# Workflow Comparison: Standard Tool Calling vs. Code Execution with MCP
This document details the architectural evolution from the standard "Individual Tool Calling" pattern to the efficient "Code Execution" pattern implemented in this project.
## 1. Before Implementation: Standard Tool Calling
In the standard MCP workflow, the model acts as an orchestrator that calls tools one by one. Data must travel back and forth between the model and the server for every single step.
### Characteristics
- **High Token Usage**: Intermediate results (like large datasets or file contents) must be returned to the model's context window to be used in the next step.
- **High Latency**: Each step requires a full network round-trip (Model → Tool → Model → Tool).
- **Fragile Logic**: Loops and conditionals are managed by the model "deciding" the next step, which can be inconsistent.
### Conceptual Example
To count from 1 to 5, the model would need to generate 5 separate responses:
```javascript
// Turn 1
Model: Call tool `update_count(1)`
Server: Returns "Displayed 1"
// Turn 2
Model: Call tool `update_count(2)`
Server: Returns "Displayed 2"
// ... (Repeats 5 times)
```
### Data Flow Diagram
```mermaid
sequenceDiagram
participant Model
participant Server
Model->>Server: Call Tool A
Server-->>Model: Result A (Huge Data)
Note right of Model: Model reads Result A<br/>Consumes Tokens
Model->>Server: Call Tool B (using Result A)
Server-->>Model: Result B
```
---
## 2. Implemented Workflow: Code Execution
The implemented workflow follows the "Code Execution" pattern (as described by Anthropic). The model writes a single script that executes logic within a sandboxed environment on the server.
### Characteristics
- **Minimal Token Usage**: Intermediate data stays in the sandbox. The model only sees the final result or specific logs it requests.
- **Low Latency**: Complex logic (loops, filtering, waiting) happens in a single round-trip.
- **Robust Control Flow**: Standard JavaScript constructs (`for`, `while`, `if`) are used for logic, guaranteeing precise execution.
### Implemented Example (`server.js`)
The model sends a **single** block of code to the `run_script` tool.
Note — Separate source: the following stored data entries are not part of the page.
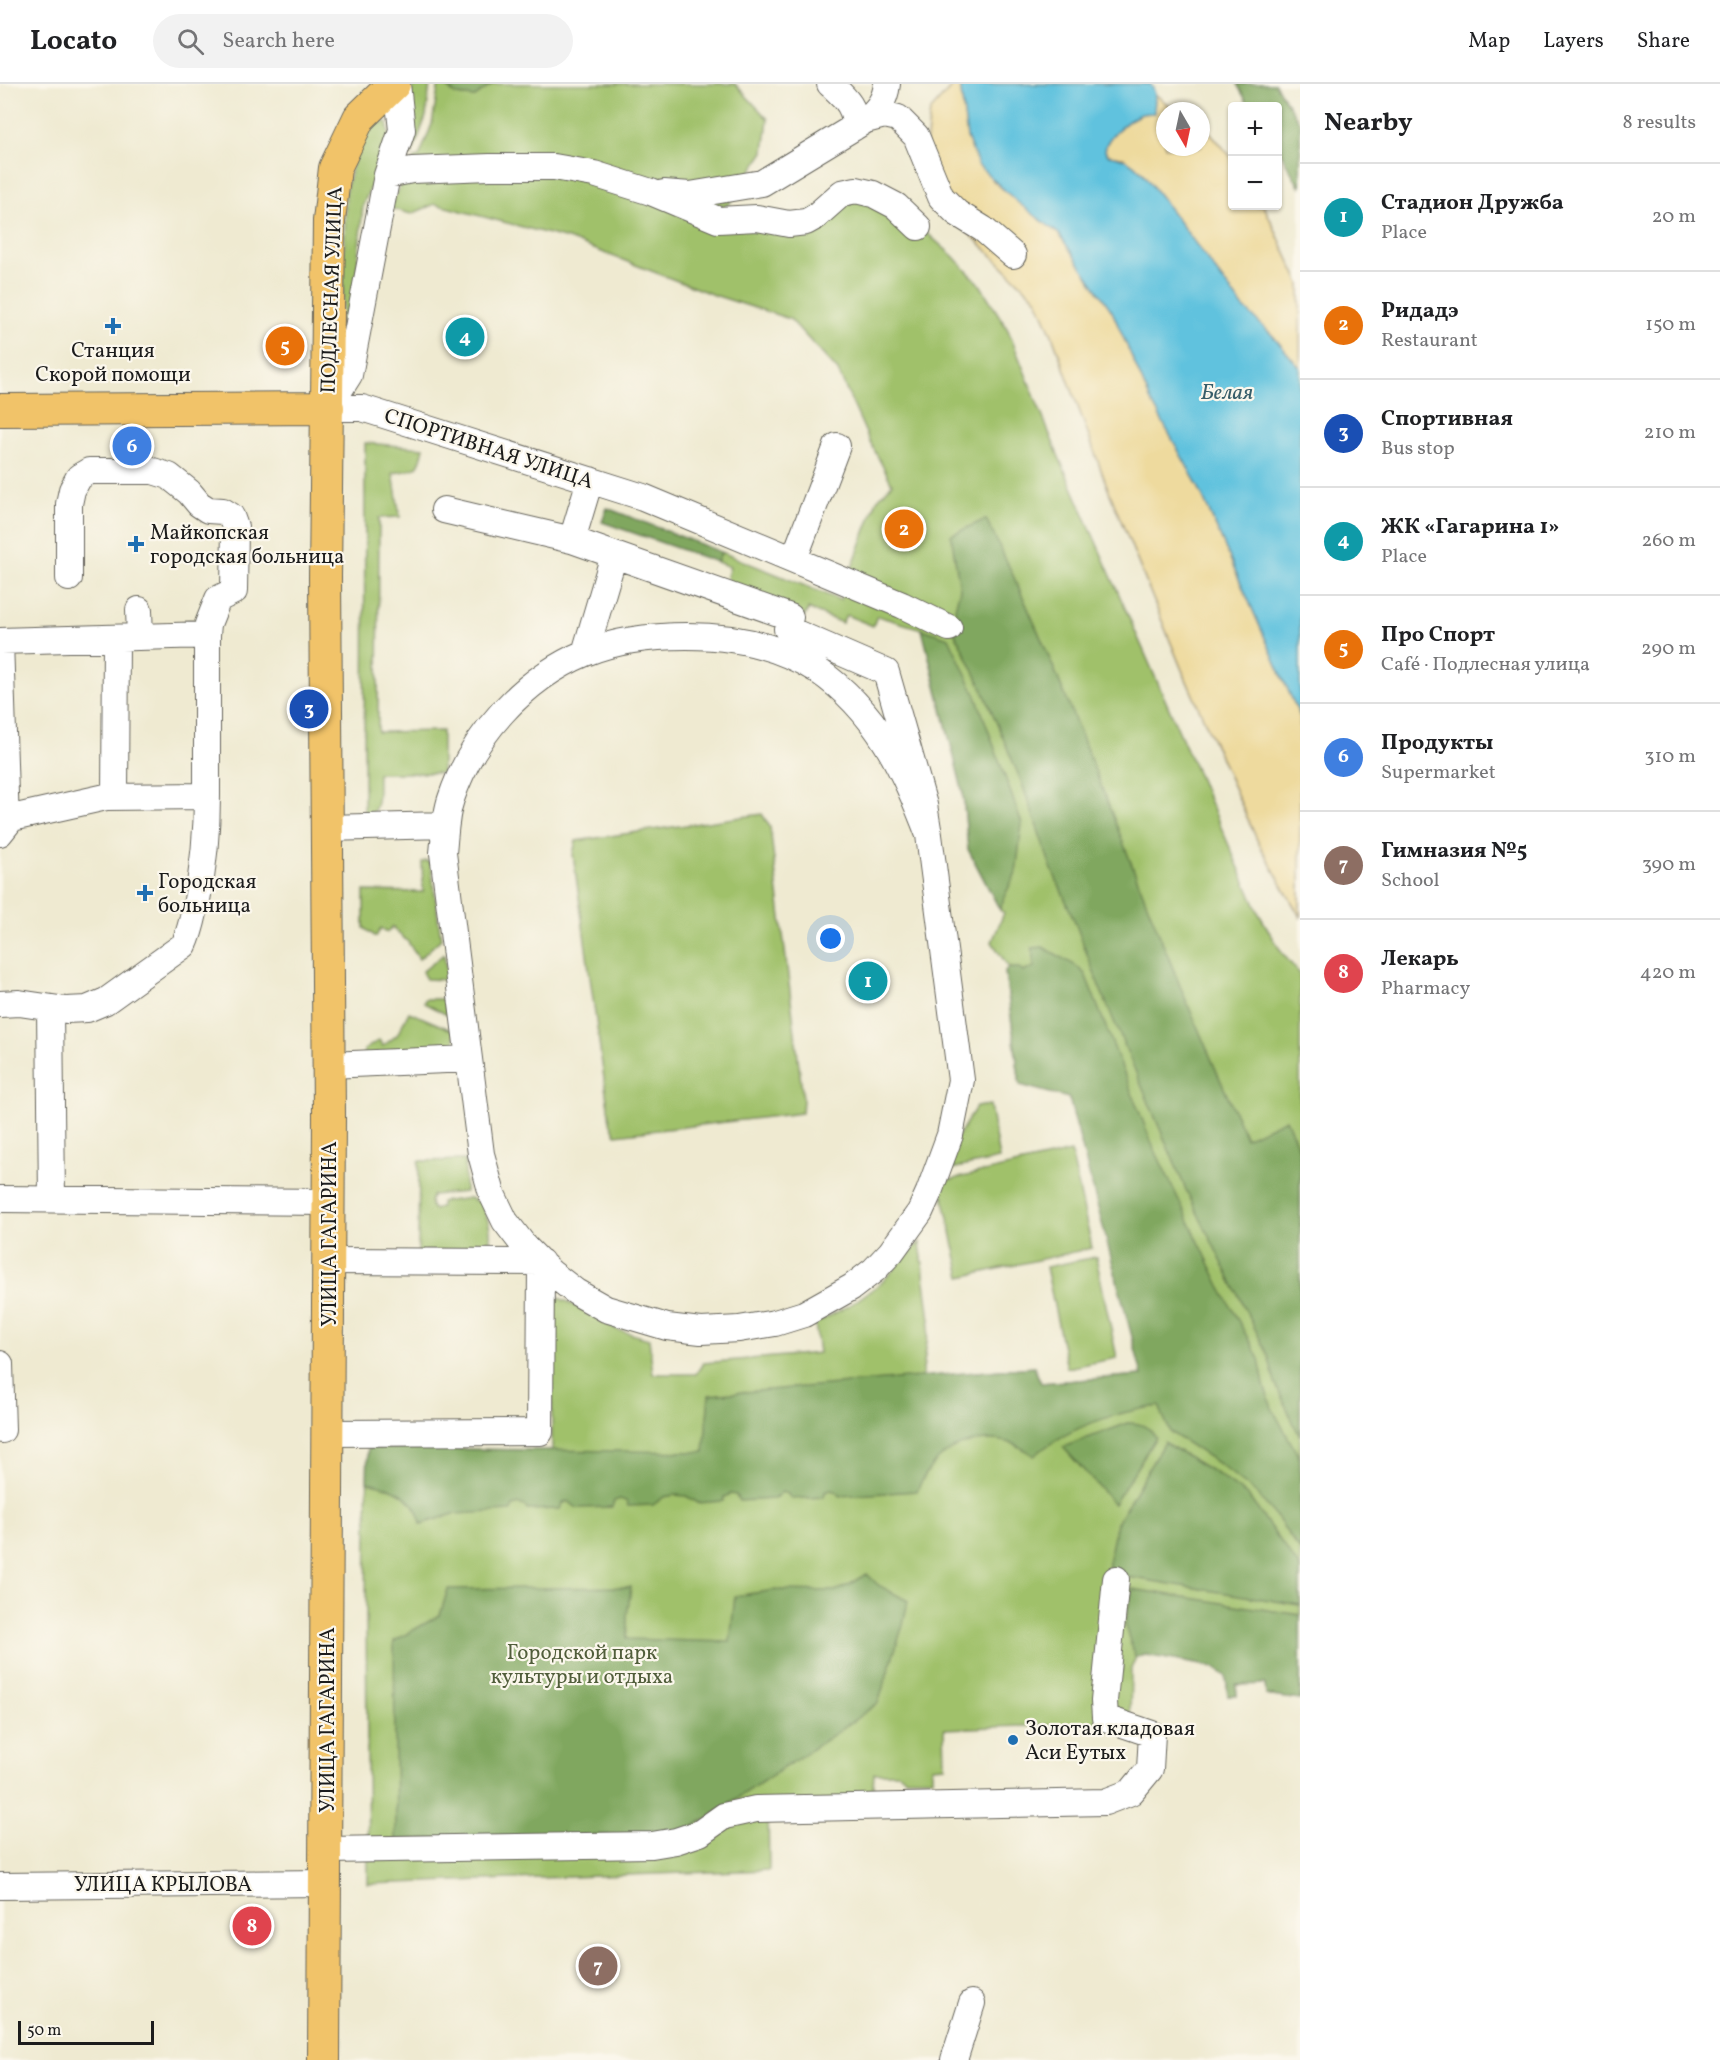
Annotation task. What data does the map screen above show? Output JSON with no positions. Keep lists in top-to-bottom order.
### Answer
{
  "streets": {
    "main road": ["ПОДЛЕСНАЯ УЛИЦА", "СПОРТИВНАЯ УЛИЦА", "УЛИЦА ГАГАРИНА"],
    "street": ["УЛИЦА КРЫЛОВА"]
  },
  "crossings": [
    ["ПОДЛЕСНАЯ УЛИЦА", "СПОРТИВНАЯ УЛИЦА"],
    ["ПОДЛЕСНАЯ УЛИЦА", "УЛИЦА ГАГАРИНА"],
    ["СПОРТИВНАЯ УЛИЦА", "УЛИЦА ГАГАРИНА"],
    ["УЛИЦА ГАГАРИНА", "УЛИЦА КРЫЛОВА"]
  ],
  "water": ["Белая"],
  "parks": ["Городской парк культуры и отдыха"],
  "places": {
    "health": ["Станция Скорой помощи", "Майкопская городская больница", "Городская больница"],
    "other": ["Золотая кладовая Аси Еутых"]
  },
  "scale_bar": "50 m",
  "north": "bottom",
  "page": {
    "header": "Locato",
    "search": "Search here",
    "nav": ["Map", "Layers", "Share"],
    "heading": ["Nearby", "8 results"],
    "map_buttons": ["+", "−"],
    "list": [
      {
        "mark": "1",
        "name": "Стадион Дружба",
        "note": "Place",
        "value": "20 m"
      },
      {
        "mark": "2",
        "name": "Ридадэ",
        "note": "Restaurant",
        "value": "150 m"
      },
      {
        "mark": "3",
        "name": "Спортивная",
        "note": "Bus stop",
        "value": "210 m"
      },
      {
        "mark": "4",
        "name": "ЖК «Гагарина 1»",
        "note": "Place",
        "value": "260 m"
      },
      {
        "mark": "5",
        "name": "Про Спорт",
        "note": "Café · Подлесная улица",
        "value": "290 m"
      },
      {
        "mark": "6",
        "name": "Продукты",
        "note": "Supermarket",
        "value": "310 m"
      },
      {
        "mark": "7",
        "name": "Гимназия №5",
        "note": "School",
        "value": "390 m"
      },
      {
        "mark": "8",
        "name": "Лекарь",
        "note": "Pharmacy",
        "value": "420 m"
      }
    ],
    "pins": [
      "4",
      "5",
      "6",
      "2",
      "3",
      "1",
      "8",
      "7"
    ],
    "scale": "50 m"
  }
}
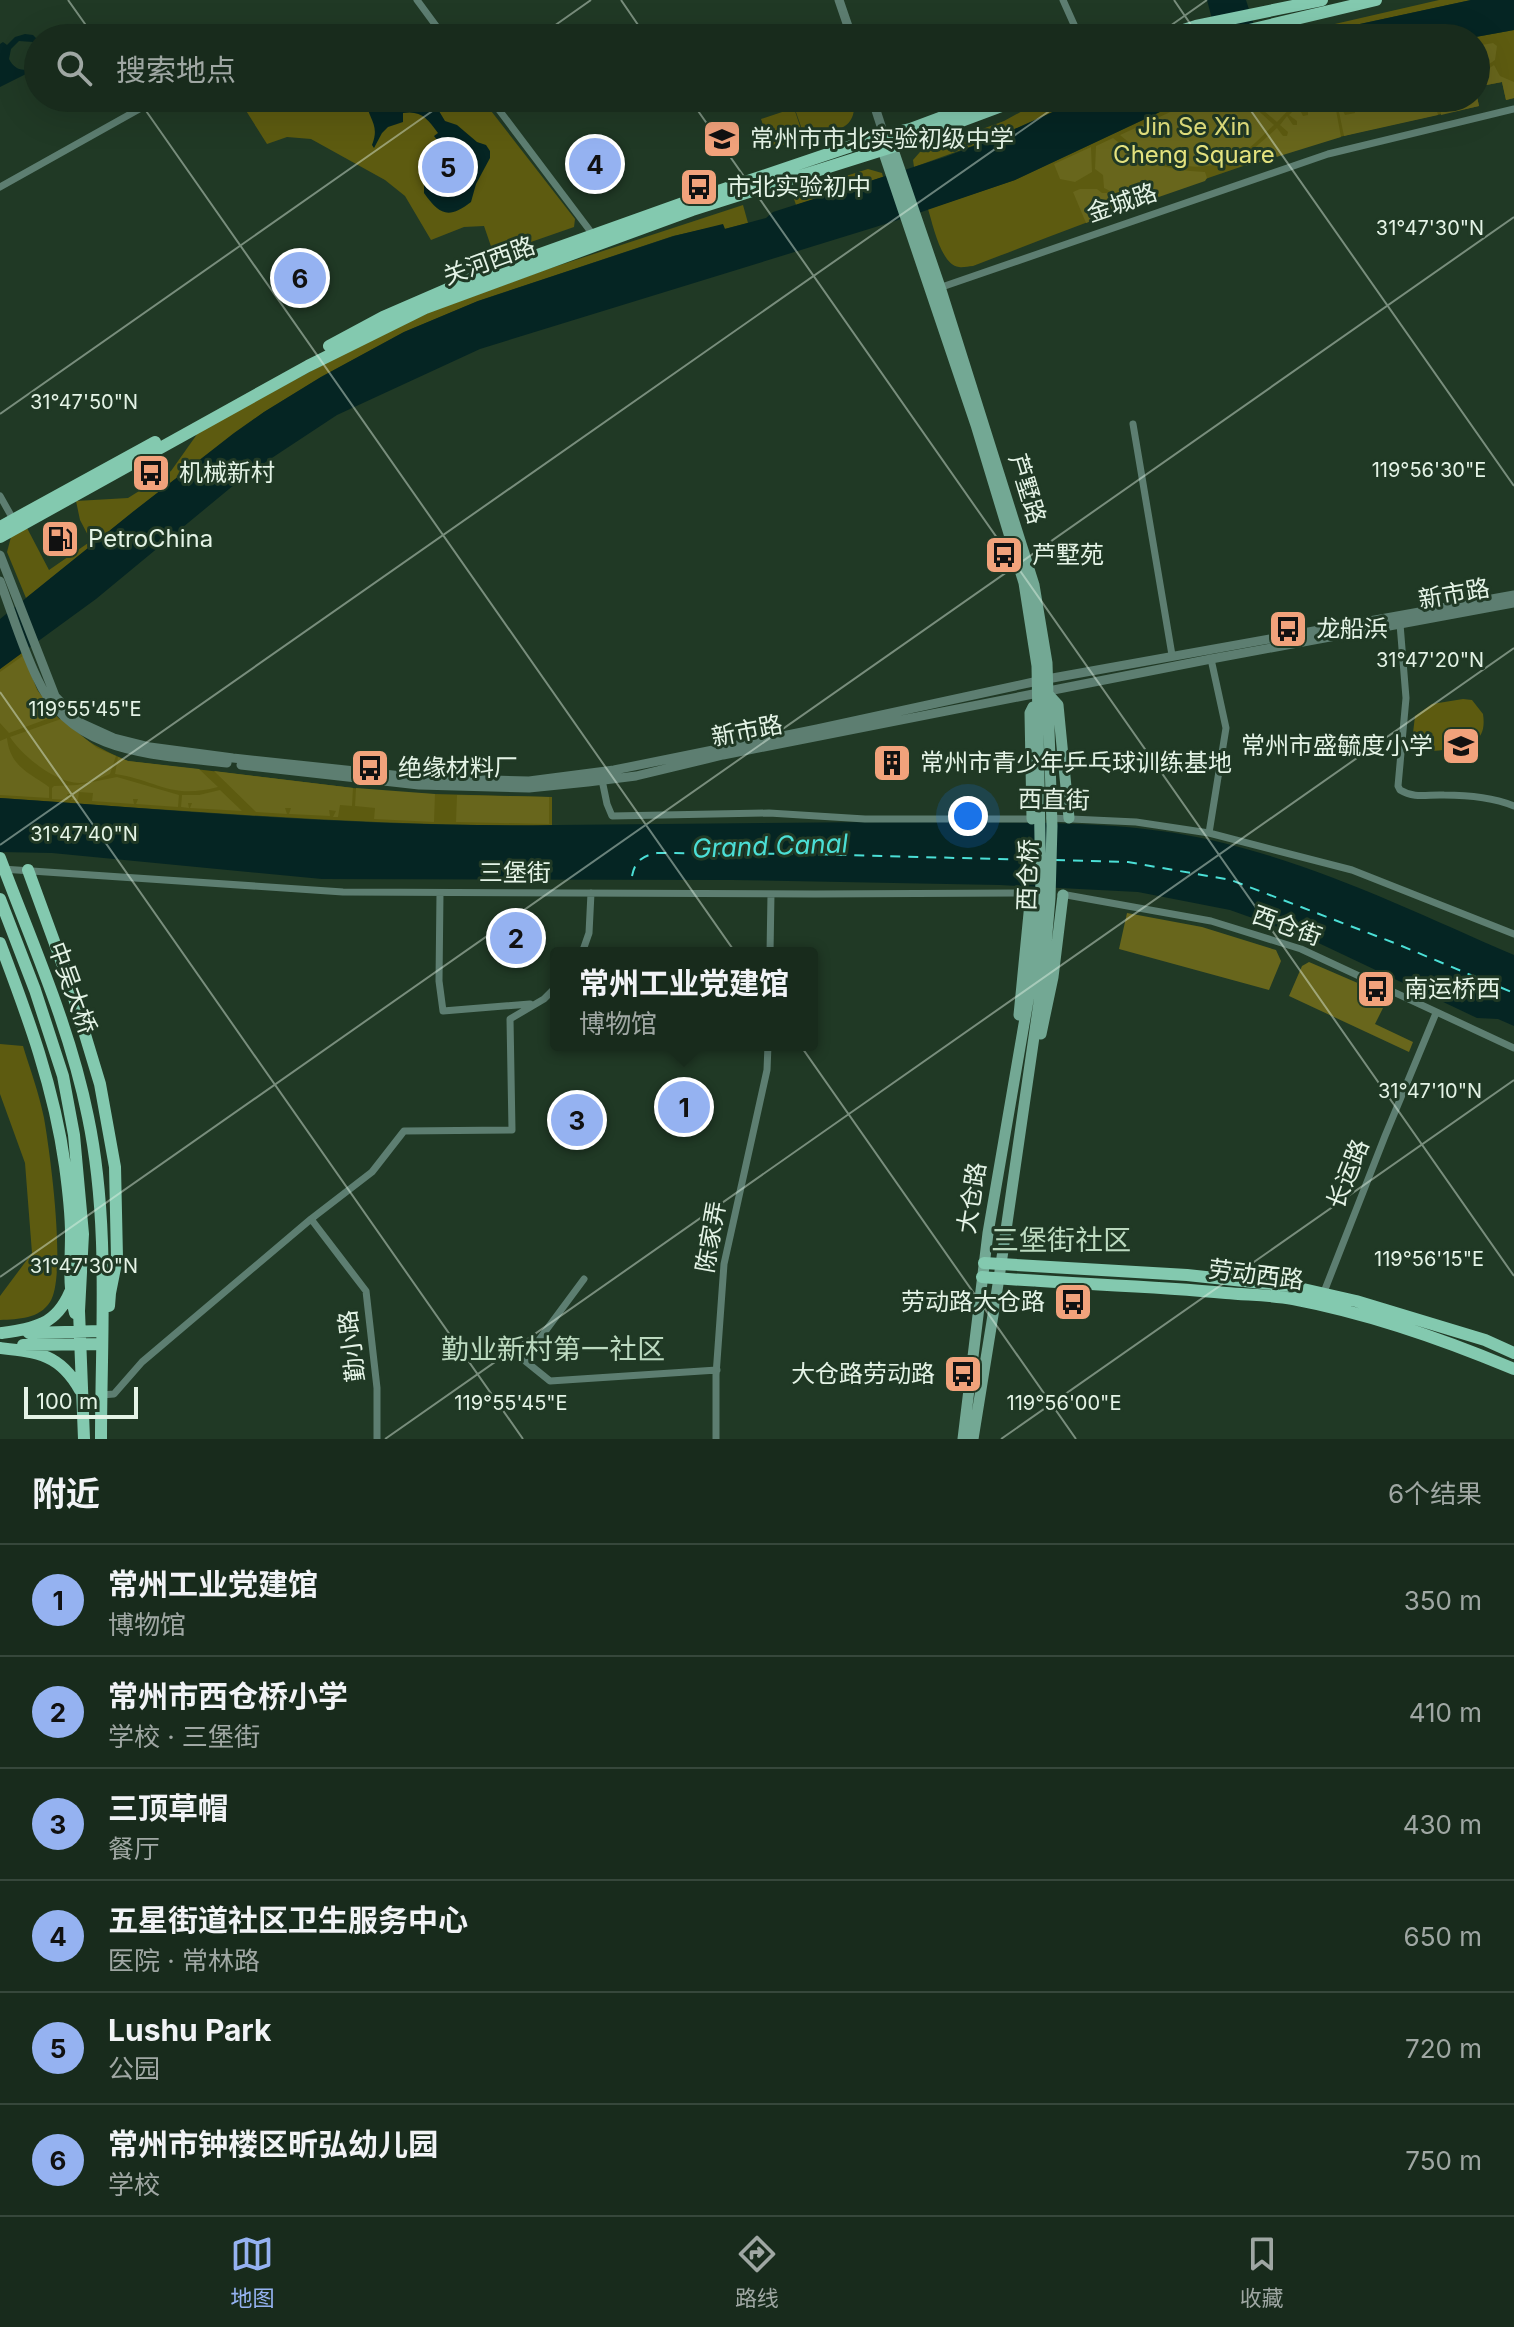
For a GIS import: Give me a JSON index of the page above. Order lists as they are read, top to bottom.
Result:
{
  "streets": {
    "main road": [
      "关河西路",
      "芦墅路",
      "西仓桥",
      "中吴大桥",
      "大仓路",
      "劳动西路"
    ],
    "street": [
      "金城路",
      "新市路",
      "西直街",
      "三堡街",
      "西仓街",
      "长运路",
      "陈家弄",
      "勤小路"
    ]
  },
  "crossings": [
    ["金城路", "芦墅路"],
    ["关河西路", "芦墅路"],
    ["芦墅路", "新市路"],
    ["芦墅路", "西仓桥"],
    ["新市路", "西直街"],
    ["三堡街", "西仓街"],
    ["西仓桥", "大仓路"],
    ["西仓街", "长运路"],
    ["长运路", "劳动西路"],
    ["大仓路", "劳动西路"]
  ],
  "districts": ["三堡街社区", "勤业新村第一社区"],
  "water": ["Grand Canal"],
  "parks": ["Jin Se Xin Cheng Square"],
  "places": {
    "school or university": ["常州市市北实验初级中学", "常州市盛毓度小学"],
    "bus stop": [
      "市北实验初中",
      "机械新村",
      "芦墅苑",
      "龙船浜",
      "绝缘材料厂",
      "南运桥西",
      "劳动路大仓路",
      "大仓路劳动路"
    ],
    "fuel station": ["PetroChina"],
    "building": ["常州市青少年乒乓球训练基地"]
  },
  "scale_bar": "100 m",
  "page": {
    "search": "搜索地点",
    "pins": [
      "4",
      "5",
      "6",
      "2",
      "1",
      "3"
    ],
    "popup": ["常州工业党建馆", "博物馆"],
    "scale": "100 m",
    "heading": ["附近", "6个结果"],
    "list": [
      {
        "mark": "1",
        "name": "常州工业党建馆",
        "note": "博物馆",
        "value": "350 m"
      },
      {
        "mark": "2",
        "name": "常州市西仓桥小学",
        "note": "学校 · 三堡街",
        "value": "410 m"
      },
      {
        "mark": "3",
        "name": "三顶草帽",
        "note": "餐厅",
        "value": "430 m"
      },
      {
        "mark": "4",
        "name": "五星街道社区卫生服务中心",
        "note": "医院 · 常林路",
        "value": "650 m"
      },
      {
        "mark": "5",
        "name": "Lushu Park",
        "note": "公园",
        "value": "720 m"
      },
      {
        "mark": "6",
        "name": "常州市钟楼区昕弘幼儿园",
        "note": "学校",
        "value": "750 m"
      }
    ],
    "nav": ["地图", "路线", "收藏"]
  },
  "coordinates": [
    "31°47'30\"N",
    "31°47'50\"N",
    "119°56'30\"E",
    "31°47'20\"N",
    "119°55'45\"E",
    "31°47'40\"N",
    "31°47'10\"N",
    "119°56'15\"E",
    "119°56'00\"E"
  ]
}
The server executes it using Node.js `vm`.
```javascript
// SINGLE Turn
Model: Call tool `run_script` with code:
"""
(async () => {
for (let i = 1; i <= 5; i++) {
console.log(`Step ${i}`);
await update_count(i); // Pauses here for UI synchronization
}
})();
"""
// Server executes the entire loop.
// No intermediate tokens are used for the loop steps.
```
### Data Flow Diagram
```mermaid
sequenceDiagram
participant Model
participant Server
participant Sandbox
Model->>Server: Call `run_script` (Code)
Server->>Sandbox: Execute Code
loop Internal Logic
Sandbox->>Sandbox: Process Data / Loop
Sandbox->>Server: Update UI / DB
end
Sandbox-->>Server: Final Result
Server-->>Model: Summary
```
## Key Differences
| Feature | Standard Tool Calling (Before) | Code Execution (Implemented) |
| :--- | :--- | :--- |
| **Context Efficiency** | **Low**: All intermediate data bloats context. | **High**: Data stays in sandbox; only code & summary are exchanged. |
| **Latency** | **High**: Multi-turn ping-pong. | **Low**: Single-turn execution. |
| **Logic Handling** | Probabilistic (LLM decides next step). | Deterministic (Code defines exact logic). |
| **Complexity** | Simple tool definitions. | Requires a sandbox (`vm`) and exposed API. |
### Why This Matters
For this specific "Counter POC", the Code Execution pattern allows the script to **wait** for the frontend animation (`await update_count(...)`) without blocking the LLM or requiring the LLM to poll for status. The script maintains the state and synchronization, which would be extremely difficult and token-expensive to manage with individual tool calls.